>>>>

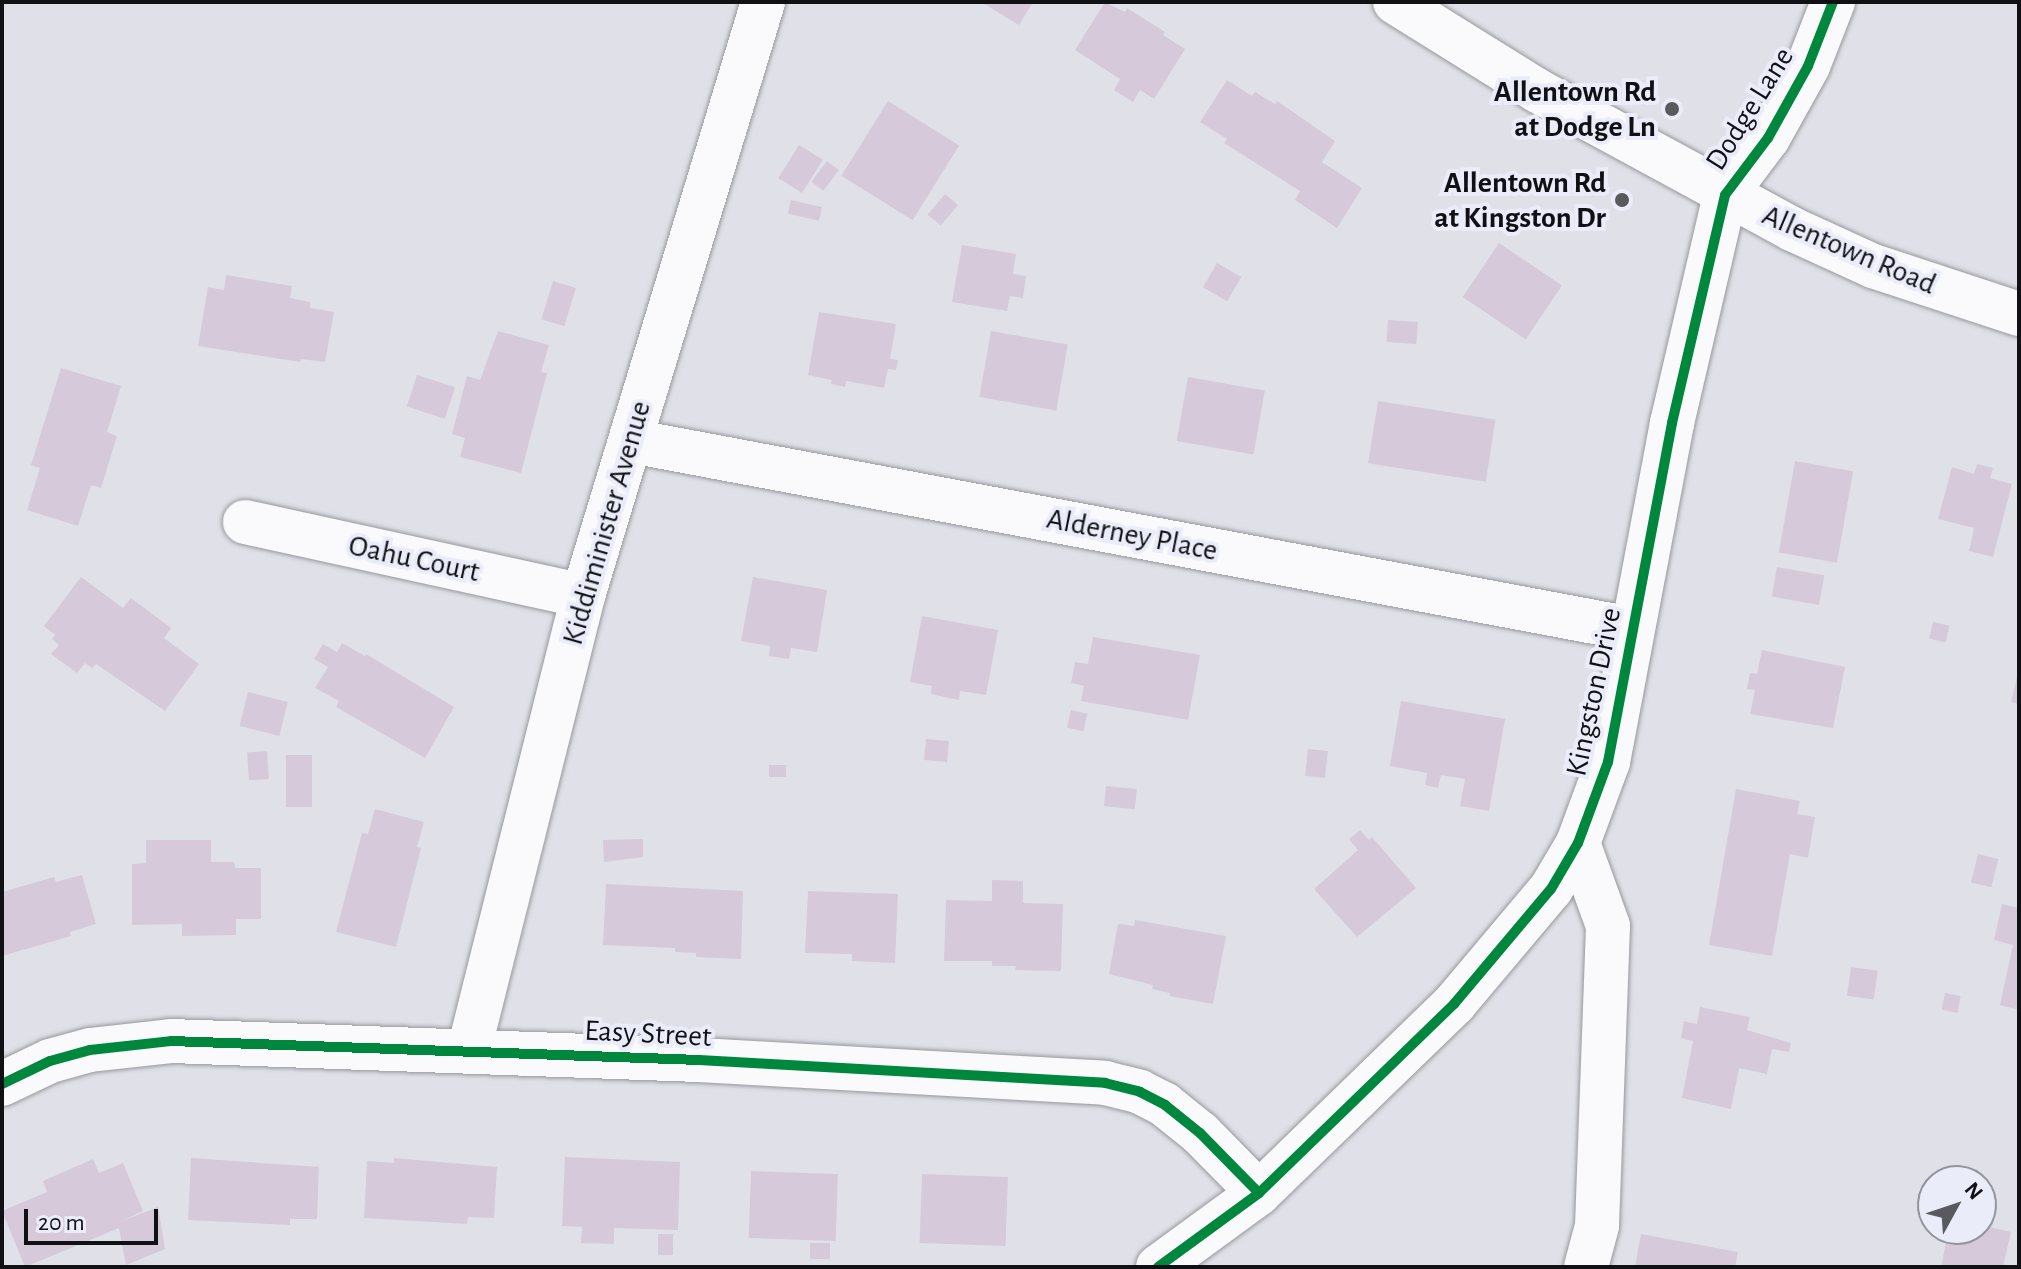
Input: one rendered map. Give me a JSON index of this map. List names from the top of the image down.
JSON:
{
  "streets": {
    "street": [
      "Dodge Lane",
      "Allentown Road",
      "Kiddiminister Avenue",
      "Alderney Place",
      "Oahu Court",
      "Kingston Drive",
      "Easy Street"
    ]
  },
  "crossings": [
    ["Dodge Lane", "Allentown Road"],
    ["Dodge Lane", "Kingston Drive"],
    ["Allentown Road", "Kingston Drive"],
    ["Kiddiminister Avenue", "Alderney Place"],
    ["Kiddiminister Avenue", "Oahu Court"],
    ["Kiddiminister Avenue", "Easy Street"],
    ["Alderney Place", "Kingston Drive"],
    ["Kingston Drive", "Easy Street"]
  ],
  "places": ["Allentown Rd at Dodge Ln", "Allentown Rd at Kingston Dr"],
  "scale_bar": "20 m",
  "north": "top right"
}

<<<<

EXERCISE OBJECTIVE:
All of the entries above should be retyped exactly, with the pictures left out.

OUTPUT OF THE TASK:
Input: one rendered map. Give me a JSON index of this map. List names from the top of the image down.
JSON:
{
  "streets": {
    "street": [
      "Dodge Lane",
      "Allentown Road",
      "Kiddiminister Avenue",
      "Alderney Place",
      "Oahu Court",
      "Kingston Drive",
      "Easy Street"
    ]
  },
  "crossings": [
    ["Dodge Lane", "Allentown Road"],
    ["Dodge Lane", "Kingston Drive"],
    ["Allentown Road", "Kingston Drive"],
    ["Kiddiminister Avenue", "Alderney Place"],
    ["Kiddiminister Avenue", "Oahu Court"],
    ["Kiddiminister Avenue", "Easy Street"],
    ["Alderney Place", "Kingston Drive"],
    ["Kingston Drive", "Easy Street"]
  ],
  "places": ["Allentown Rd at Dodge Ln", "Allentown Rd at Kingston Dr"],
  "scale_bar": "20 m",
  "north": "top right"
}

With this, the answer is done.